* **EXERCISE INSTRUCTIONS**: When the word "Madonna" appears in a line of the data below, list that line.

*** PROVIDED RECORDS

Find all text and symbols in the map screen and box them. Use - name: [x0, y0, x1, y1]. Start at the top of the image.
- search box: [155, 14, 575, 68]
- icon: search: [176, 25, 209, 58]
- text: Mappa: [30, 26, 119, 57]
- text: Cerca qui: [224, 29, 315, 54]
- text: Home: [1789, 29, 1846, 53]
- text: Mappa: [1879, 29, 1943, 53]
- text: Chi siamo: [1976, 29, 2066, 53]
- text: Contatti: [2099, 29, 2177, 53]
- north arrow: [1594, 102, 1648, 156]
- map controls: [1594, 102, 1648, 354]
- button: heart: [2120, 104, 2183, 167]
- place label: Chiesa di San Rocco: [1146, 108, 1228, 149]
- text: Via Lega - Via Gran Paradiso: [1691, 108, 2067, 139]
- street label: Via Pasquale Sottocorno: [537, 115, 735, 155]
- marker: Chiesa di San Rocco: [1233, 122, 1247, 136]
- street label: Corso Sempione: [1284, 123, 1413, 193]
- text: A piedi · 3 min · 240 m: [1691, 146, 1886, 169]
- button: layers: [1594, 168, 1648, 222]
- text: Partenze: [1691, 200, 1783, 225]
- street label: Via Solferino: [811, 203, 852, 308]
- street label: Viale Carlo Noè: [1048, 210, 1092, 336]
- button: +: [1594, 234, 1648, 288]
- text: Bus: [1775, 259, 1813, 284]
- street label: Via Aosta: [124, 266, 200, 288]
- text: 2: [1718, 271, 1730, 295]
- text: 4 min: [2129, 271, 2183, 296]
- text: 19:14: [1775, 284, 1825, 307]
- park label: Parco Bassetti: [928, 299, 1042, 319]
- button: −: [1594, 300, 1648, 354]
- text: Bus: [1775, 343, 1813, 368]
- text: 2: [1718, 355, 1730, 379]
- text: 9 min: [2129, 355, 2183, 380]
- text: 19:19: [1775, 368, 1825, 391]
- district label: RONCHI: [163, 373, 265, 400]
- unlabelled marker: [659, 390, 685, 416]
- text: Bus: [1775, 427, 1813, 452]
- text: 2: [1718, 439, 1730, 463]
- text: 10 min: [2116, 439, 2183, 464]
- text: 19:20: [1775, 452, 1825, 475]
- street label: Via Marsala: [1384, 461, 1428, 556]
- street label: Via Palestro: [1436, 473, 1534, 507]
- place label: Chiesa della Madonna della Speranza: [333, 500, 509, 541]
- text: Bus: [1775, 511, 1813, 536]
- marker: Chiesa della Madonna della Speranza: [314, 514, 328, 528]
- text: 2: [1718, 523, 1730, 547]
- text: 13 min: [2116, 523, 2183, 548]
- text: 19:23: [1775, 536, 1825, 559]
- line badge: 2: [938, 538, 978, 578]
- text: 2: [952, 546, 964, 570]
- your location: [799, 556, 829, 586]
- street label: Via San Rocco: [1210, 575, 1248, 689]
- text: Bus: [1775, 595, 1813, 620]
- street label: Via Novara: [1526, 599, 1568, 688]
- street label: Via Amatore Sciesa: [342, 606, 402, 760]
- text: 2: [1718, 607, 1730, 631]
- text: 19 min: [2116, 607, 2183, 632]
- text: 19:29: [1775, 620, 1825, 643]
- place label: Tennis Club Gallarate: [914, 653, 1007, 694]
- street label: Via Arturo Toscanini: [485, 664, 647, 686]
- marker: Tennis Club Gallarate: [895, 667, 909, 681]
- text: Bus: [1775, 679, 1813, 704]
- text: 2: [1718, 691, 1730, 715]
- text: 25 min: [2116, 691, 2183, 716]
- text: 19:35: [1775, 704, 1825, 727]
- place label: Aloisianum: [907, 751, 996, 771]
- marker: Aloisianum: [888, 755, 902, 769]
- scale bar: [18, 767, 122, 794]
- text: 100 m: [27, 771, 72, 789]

******

* **RESULT**:
- place label: Chiesa della Madonna della Speranza: [333, 500, 509, 541]
- marker: Chiesa della Madonna della Speranza: [314, 514, 328, 528]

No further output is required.